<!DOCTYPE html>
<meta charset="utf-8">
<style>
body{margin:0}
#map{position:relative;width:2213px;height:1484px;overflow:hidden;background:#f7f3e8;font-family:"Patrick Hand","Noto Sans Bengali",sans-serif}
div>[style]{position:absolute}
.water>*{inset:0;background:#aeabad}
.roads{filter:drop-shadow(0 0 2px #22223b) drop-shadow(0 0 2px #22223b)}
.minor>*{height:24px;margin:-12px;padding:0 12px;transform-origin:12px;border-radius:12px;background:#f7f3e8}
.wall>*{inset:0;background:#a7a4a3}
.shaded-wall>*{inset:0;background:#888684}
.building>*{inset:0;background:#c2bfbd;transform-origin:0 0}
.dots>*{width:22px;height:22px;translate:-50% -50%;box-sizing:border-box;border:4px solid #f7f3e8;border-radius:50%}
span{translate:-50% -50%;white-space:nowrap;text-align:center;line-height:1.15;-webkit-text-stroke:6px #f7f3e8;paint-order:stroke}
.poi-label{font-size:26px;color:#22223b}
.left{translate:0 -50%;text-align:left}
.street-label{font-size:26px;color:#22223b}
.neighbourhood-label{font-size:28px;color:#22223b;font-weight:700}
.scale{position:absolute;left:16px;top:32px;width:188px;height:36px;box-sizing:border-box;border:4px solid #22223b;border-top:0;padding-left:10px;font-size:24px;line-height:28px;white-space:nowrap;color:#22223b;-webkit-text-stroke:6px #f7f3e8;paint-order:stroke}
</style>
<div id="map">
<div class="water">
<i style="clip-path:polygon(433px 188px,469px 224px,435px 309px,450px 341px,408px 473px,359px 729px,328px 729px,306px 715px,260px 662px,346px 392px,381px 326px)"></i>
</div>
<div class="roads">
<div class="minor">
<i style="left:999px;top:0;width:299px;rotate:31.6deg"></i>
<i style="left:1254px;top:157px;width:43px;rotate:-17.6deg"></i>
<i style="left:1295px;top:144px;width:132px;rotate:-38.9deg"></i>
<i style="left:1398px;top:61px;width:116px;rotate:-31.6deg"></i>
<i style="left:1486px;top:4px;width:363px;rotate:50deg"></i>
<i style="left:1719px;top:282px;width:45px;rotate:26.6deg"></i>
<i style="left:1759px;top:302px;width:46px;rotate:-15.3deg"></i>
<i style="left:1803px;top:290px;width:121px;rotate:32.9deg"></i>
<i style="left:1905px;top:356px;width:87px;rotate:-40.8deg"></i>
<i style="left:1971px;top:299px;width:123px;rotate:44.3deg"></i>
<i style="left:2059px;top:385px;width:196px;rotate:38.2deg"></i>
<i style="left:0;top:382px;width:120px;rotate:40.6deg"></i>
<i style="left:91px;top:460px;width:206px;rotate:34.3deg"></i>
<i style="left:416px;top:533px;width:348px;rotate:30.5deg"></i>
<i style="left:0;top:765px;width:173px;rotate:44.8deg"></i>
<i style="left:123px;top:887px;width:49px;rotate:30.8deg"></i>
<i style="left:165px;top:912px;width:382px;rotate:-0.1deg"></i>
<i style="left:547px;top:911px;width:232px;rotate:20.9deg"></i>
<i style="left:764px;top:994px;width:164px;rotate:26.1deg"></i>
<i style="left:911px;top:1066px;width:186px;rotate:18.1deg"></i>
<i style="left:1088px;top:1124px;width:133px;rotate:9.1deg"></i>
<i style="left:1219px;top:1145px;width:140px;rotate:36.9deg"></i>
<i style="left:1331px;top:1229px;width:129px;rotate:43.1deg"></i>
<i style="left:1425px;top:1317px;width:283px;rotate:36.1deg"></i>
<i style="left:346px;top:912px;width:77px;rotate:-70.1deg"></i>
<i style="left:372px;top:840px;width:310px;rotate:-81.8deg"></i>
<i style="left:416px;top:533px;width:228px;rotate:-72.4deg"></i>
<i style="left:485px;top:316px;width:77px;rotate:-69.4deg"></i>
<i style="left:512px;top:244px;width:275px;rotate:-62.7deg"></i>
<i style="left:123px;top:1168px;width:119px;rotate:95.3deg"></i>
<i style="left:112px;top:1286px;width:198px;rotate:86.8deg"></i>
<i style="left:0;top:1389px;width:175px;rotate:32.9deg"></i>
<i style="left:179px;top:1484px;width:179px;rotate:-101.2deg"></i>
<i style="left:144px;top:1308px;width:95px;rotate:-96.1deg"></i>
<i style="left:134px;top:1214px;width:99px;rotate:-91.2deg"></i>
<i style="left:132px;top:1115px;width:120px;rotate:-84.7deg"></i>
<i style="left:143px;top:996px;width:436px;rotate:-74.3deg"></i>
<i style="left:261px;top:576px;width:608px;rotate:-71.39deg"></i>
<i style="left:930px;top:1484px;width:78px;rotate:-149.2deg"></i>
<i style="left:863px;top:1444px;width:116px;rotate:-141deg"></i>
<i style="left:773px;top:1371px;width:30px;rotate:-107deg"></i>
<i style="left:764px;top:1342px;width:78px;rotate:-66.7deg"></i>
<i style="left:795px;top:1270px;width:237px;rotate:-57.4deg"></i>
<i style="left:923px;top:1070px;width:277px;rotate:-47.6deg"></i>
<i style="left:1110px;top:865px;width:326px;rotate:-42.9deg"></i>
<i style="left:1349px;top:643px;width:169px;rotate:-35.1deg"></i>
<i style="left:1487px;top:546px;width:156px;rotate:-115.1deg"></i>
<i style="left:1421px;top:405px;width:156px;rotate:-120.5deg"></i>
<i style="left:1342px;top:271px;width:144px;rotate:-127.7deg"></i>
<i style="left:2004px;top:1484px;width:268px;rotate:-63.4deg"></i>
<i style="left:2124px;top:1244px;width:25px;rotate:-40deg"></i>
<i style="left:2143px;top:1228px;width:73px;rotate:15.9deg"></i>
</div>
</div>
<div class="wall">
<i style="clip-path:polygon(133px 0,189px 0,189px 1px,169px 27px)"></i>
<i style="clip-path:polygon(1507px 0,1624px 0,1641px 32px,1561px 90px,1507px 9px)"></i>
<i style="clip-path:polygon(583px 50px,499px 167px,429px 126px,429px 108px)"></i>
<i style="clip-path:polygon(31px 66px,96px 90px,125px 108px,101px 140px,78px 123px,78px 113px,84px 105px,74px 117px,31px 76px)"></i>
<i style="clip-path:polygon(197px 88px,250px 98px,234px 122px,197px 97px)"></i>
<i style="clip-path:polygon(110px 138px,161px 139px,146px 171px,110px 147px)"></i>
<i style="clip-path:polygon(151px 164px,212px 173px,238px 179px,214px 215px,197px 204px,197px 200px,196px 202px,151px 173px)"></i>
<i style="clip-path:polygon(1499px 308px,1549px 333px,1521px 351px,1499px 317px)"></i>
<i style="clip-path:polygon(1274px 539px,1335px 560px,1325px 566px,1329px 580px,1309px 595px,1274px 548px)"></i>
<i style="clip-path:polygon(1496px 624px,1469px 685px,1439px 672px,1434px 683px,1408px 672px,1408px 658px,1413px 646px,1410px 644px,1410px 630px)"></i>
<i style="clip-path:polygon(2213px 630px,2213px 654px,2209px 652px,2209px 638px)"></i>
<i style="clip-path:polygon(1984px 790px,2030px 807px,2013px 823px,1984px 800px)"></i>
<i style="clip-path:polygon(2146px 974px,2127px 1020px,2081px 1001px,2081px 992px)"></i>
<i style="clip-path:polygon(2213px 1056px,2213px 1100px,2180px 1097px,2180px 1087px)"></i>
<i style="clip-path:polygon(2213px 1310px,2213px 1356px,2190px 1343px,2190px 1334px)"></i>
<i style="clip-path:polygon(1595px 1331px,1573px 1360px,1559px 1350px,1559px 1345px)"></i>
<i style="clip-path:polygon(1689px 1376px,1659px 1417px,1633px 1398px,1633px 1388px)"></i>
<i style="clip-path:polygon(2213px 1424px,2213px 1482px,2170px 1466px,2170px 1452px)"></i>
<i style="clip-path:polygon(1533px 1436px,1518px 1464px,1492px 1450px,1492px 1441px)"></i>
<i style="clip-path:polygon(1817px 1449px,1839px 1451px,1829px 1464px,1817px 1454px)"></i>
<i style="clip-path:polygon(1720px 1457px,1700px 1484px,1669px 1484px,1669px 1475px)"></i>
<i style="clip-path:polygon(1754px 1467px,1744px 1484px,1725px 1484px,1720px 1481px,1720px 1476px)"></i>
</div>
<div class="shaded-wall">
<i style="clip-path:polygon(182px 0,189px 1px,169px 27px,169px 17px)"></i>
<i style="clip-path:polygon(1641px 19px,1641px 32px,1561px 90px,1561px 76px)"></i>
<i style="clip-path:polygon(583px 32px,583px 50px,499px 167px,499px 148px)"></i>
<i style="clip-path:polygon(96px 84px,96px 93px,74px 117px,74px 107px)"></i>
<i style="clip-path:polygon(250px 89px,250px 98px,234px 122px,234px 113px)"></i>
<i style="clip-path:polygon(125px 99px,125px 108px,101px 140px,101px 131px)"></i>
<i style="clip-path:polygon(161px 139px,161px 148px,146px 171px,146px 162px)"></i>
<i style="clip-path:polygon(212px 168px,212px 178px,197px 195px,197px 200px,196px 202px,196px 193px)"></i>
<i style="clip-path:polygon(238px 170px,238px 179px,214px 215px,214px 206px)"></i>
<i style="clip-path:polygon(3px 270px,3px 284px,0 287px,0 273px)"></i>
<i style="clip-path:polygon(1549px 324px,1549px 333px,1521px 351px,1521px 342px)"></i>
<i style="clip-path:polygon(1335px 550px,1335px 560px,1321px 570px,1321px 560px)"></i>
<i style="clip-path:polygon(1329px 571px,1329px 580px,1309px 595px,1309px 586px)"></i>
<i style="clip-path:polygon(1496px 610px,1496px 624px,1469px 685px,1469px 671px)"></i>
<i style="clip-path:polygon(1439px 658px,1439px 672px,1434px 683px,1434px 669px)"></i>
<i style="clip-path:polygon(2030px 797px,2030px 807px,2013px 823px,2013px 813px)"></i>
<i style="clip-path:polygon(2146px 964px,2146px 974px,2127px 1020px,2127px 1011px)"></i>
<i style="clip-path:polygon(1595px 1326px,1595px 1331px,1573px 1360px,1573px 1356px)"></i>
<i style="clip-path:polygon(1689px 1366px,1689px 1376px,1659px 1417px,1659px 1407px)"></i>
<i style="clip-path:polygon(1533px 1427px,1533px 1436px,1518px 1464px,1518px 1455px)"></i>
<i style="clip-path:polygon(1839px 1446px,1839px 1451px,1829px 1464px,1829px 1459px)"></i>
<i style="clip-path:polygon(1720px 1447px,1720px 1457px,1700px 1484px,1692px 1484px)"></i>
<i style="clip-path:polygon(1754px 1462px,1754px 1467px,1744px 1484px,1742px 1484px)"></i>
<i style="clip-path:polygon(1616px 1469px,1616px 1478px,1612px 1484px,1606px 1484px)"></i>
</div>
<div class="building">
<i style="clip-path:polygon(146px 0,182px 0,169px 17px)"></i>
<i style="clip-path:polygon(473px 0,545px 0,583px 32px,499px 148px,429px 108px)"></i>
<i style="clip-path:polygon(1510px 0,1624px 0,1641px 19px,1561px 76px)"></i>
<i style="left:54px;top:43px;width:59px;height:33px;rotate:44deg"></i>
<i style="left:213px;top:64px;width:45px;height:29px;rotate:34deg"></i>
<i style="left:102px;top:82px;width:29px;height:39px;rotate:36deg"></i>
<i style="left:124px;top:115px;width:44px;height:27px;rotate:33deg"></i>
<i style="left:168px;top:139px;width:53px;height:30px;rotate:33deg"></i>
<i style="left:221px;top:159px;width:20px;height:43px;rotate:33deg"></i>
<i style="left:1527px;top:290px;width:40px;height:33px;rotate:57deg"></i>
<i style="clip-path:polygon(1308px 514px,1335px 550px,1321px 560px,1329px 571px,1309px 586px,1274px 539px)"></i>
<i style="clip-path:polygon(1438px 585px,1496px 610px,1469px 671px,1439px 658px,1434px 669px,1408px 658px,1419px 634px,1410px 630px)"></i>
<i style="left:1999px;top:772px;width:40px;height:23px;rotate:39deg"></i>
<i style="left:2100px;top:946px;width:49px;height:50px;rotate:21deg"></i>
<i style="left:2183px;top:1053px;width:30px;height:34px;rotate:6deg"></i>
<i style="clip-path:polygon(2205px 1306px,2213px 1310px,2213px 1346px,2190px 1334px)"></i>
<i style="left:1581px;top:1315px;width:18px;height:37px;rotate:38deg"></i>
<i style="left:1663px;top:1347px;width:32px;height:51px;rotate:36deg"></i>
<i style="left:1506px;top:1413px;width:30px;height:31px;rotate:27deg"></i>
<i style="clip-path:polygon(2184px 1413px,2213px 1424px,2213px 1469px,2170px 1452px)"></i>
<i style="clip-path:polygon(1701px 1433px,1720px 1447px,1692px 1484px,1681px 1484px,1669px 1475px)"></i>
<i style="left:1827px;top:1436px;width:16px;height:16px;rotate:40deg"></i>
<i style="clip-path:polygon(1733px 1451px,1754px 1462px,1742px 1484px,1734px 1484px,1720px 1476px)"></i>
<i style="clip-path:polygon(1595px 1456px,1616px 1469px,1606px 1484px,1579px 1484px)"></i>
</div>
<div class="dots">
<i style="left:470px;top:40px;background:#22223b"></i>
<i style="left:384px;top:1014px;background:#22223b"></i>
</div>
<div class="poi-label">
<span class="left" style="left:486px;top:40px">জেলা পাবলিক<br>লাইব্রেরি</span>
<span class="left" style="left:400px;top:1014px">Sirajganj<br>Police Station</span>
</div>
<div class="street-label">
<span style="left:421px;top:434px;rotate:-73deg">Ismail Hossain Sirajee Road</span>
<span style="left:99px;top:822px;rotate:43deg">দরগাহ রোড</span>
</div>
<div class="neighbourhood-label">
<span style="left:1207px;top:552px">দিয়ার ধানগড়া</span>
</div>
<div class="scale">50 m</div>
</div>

★ ★ ★

▸ Work item: In the data above, find the line that contains "2px #22223b) drop-shadow(0", then reproduce exactly every line from the first line through that line.

▸ Response below:
<!DOCTYPE html>
<meta charset="utf-8">
<style>
body{margin:0}
#map{position:relative;width:2213px;height:1484px;overflow:hidden;background:#f7f3e8;font-family:"Patrick Hand","Noto Sans Bengali",sans-serif}
div>[style]{position:absolute}
.water>*{inset:0;background:#aeabad}
.roads{filter:drop-shadow(0 0 2px #22223b) drop-shadow(0 0 2px #22223b)}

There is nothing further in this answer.